Ich merke es zum Beispiel bei meiner Arbeit mit den Jugendräten. Wenn wir früher angeboten haben, für eure Besprechung im Rathaus können wir versuchen, euch morgens zwei Stunden von der Schule freistellen zu lassen, haben sie gejubelt. Heute sagen sie: „Nein, das geht nicht, ich kann nicht fehlen, sonst verpasse ich zu viel.“

Glauben Sie, Stuttgart tut genug für seine Kinder und Jugendlichen?

Wir haben es alle mit in der Hand, ob Kinder und Jugendliche bei uns in der Gesellschaft einen Platz finden. Die Verantwortung kann man nicht abgeben. Viele Erwachsenen leben den Jugendlichen genau diese Perspektive vor, fühlen sich schnell benachteiligt, geben der Politik für alles die Schuld. Wir wollen mit den Jugendlichen nicht schauen, was fehlt oder schlecht läuft, sondern ausloten, was sie gut beherrschen, was sie schaffen können. Stuttgart ist eine sehr kinder- und jugendfreundliche Stadt. Hier haben sie so viele Anlaufmöglichkeiten wie kaum anderswo. Aber Jugend findet auch draußen statt – und das ist manchmal nicht einfach.

Wieso?

Jugendliche wollen da sein, wo etwas los ist, wollen gesehen werden. Wir haben aktuell ein Projekt mit mehreren Stadtteilen, wo wir ausloten, was die Jugendlichen brauchen, um sich im Stadtteil aufhalten zu wollen, damit nicht immer alle in die Innenstadt fahren. Und was es braucht, damit sie von den Anwohnern akzeptiert werden. Vermüllung oder aktuell das Kiffen sind natürlich ein großes Thema. Jugendliche brauchen Raum.

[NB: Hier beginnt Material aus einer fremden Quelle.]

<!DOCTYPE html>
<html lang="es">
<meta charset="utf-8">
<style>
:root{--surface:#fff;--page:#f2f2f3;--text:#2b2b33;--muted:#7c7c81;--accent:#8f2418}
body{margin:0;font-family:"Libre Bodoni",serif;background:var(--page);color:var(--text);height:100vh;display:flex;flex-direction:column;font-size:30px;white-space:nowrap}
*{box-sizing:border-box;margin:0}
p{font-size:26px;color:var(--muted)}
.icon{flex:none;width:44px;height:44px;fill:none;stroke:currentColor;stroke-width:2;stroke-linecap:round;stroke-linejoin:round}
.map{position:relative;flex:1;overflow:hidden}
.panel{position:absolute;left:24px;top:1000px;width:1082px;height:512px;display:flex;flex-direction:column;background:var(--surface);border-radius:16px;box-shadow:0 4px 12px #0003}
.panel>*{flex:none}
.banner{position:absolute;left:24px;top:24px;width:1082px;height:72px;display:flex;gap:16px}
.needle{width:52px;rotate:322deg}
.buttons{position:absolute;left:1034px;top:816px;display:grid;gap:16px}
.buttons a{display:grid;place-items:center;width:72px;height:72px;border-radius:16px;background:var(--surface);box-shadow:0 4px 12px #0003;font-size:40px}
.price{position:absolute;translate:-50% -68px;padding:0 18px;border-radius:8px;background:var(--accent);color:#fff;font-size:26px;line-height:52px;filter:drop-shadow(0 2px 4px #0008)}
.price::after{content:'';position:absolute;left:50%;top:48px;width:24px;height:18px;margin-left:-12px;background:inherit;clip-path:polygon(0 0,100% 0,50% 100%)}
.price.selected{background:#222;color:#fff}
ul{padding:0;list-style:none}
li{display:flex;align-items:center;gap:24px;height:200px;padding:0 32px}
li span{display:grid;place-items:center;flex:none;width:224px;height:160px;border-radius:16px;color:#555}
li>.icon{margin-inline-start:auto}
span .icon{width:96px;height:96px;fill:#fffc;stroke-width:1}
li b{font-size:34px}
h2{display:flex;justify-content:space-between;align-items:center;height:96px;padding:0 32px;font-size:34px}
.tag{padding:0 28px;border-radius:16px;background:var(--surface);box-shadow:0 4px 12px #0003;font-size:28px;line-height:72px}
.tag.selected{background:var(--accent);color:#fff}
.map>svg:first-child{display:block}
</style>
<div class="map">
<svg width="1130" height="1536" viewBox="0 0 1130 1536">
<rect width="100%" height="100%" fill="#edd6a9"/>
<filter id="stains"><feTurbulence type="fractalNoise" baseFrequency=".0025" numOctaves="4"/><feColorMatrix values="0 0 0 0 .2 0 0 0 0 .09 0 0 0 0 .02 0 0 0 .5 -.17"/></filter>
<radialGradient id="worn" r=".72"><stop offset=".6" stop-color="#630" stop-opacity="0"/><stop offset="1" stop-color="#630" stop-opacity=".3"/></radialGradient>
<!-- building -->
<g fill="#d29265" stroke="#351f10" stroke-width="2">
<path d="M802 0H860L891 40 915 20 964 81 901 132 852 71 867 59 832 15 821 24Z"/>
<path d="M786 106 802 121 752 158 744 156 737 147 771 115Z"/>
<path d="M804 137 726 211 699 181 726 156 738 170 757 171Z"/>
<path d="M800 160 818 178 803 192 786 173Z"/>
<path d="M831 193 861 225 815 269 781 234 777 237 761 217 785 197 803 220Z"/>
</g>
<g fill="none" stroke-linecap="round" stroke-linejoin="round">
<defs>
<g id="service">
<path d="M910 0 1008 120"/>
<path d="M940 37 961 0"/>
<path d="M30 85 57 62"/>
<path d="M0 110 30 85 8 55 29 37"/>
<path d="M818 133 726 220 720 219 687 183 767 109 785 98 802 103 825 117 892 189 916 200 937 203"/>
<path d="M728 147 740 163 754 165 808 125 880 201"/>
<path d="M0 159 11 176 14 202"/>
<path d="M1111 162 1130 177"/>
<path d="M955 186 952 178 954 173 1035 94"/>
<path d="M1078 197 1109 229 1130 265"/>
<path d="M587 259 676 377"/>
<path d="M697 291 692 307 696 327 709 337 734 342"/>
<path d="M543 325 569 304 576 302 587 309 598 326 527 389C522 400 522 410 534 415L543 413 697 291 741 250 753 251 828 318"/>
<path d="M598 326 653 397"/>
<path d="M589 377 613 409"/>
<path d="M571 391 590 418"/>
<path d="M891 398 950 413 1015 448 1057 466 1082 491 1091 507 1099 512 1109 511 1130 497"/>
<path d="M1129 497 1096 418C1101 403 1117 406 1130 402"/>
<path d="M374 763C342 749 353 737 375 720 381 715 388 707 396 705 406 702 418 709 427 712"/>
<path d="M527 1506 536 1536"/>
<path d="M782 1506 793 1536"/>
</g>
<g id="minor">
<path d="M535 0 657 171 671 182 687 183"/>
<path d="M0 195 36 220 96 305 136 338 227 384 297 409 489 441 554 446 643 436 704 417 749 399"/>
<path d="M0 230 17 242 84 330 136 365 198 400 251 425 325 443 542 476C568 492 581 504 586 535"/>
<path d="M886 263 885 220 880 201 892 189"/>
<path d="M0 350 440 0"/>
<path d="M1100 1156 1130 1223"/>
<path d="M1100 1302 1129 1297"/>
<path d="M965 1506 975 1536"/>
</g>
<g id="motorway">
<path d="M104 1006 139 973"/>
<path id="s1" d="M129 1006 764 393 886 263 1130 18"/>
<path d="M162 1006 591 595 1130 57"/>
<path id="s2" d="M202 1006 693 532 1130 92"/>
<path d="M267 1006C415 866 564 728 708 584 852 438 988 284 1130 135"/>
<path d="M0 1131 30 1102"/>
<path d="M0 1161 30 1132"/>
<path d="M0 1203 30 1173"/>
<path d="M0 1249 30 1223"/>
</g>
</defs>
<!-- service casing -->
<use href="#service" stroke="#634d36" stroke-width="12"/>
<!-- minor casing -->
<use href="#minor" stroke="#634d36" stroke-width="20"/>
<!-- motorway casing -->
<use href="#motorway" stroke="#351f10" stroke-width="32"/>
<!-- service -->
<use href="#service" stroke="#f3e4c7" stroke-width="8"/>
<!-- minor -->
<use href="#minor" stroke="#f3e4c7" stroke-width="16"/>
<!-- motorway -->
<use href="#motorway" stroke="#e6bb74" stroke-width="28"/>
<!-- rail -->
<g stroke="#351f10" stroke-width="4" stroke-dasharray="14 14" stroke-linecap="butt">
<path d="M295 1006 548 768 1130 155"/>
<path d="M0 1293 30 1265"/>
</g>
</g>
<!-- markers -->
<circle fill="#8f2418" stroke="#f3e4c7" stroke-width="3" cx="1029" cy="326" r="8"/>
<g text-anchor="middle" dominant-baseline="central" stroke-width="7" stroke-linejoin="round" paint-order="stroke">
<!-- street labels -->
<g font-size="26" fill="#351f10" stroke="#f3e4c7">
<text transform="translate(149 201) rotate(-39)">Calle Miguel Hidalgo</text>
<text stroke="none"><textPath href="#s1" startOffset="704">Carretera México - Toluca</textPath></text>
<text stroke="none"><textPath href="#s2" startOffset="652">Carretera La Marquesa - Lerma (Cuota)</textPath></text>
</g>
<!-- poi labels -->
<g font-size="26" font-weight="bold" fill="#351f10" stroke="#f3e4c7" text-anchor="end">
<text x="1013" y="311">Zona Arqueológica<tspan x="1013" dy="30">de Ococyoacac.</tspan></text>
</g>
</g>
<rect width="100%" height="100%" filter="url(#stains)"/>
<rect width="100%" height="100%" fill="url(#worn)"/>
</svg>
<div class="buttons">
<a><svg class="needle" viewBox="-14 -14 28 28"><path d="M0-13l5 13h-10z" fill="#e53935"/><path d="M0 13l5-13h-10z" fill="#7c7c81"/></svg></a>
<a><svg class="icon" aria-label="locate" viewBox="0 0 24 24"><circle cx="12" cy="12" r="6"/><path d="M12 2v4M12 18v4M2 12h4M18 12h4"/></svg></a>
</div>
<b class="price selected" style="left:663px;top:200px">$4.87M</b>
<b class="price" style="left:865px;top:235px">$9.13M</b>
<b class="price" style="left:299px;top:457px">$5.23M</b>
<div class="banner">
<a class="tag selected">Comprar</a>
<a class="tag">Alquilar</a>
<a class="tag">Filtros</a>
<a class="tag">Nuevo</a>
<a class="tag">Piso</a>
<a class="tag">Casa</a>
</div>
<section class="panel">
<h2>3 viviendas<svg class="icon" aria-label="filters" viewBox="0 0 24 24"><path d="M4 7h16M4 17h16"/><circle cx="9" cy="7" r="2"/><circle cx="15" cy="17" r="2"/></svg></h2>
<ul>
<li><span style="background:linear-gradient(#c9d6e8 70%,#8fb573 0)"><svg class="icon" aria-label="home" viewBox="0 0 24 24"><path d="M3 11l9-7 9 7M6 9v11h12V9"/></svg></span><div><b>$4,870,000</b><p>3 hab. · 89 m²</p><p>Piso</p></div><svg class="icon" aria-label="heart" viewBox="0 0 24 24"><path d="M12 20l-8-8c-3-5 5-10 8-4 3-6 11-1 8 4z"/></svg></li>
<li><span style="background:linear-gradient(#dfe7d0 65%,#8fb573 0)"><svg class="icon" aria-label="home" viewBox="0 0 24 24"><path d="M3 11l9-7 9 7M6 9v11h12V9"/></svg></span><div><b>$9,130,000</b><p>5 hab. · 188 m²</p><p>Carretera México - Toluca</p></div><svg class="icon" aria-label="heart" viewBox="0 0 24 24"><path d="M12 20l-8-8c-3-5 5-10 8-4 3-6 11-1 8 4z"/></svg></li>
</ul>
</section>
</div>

Und an dem fehlt es trotzdem noch?

Wo dürfen sie denn auch mal Fehler machen? Lernen, mit Konflikten umzugehen oder etwas reparieren? Die Schule kann das nicht leisten. Die Familie sollte wichtig sein, aber da hat sich etwas verschoben.

Was hat sich verschoben?

Es wird immer nach den „Verantwortlichen“ gesucht. Die Schule kann das nicht alleine leisten. Einerseits traut man Kindern weniger zu, siehe Elterntaxi, andererseits steigen die Erwartungen an sie. Deshalb ist ein wichtiges Ziel unserer Arbeit, Kinder und Jugendliche stark und selbstständig zu machen.

Weitere Informationen

Silvia Rehm (59)
arbeitet seit 40 Jahren im Stuttgarter Kinder- und Jugendhaus Café Ratz in Untertürkheim, das sie leitet. Sie hat eine Ausbildung zur Erzieherin und ist systemische Coachin. Das Café Ratz gibt es seit 1977, es ist eine Einrichtung der gemeinnützigen Stuttgarter Jugendhaus Gesellschaft. Zielgruppen sind Kinder ab sechs Jahren, Jugendliche, junge Erwachsene bis 27 und Familien.

Träger
 Die Stuttgarter Jugendhaus Gesellschaft feiert in dieser Woche ihr 75-jähriges Bestehen. Sie zählt zu den größten freien Trägern der Kinder- und Jugendarbeit in Baden-Württemberg. An rund 100 Standorten in Stuttgart – darunter Jugendhäuser, Kindertagesstätten, Abenteuerspielplätze sowie Stadtteil- und Familienzentren – bietet sie verschiedene pädagogischen Angebote. In 41 Kinder- und Jugendhäusern und auf 22 Abenteuerspielplätzen und Jugendfarmen sind junge Menschen willkommen. Die stjg kooperiert mit Schulen im Rahmen der Schulsozialarbeit, verfügt über pädagogische Fachkräfteteams an Ganztags- und Gemeinschaftsschulen und ermöglicht Berufsorientierung im Übergang von der Schule in den Beruf. Als Träger von Kindertagesstätten sowie von Stadtteil- und Familienzentren möchte die stjg für Familien in der ganzen Stadt da sein.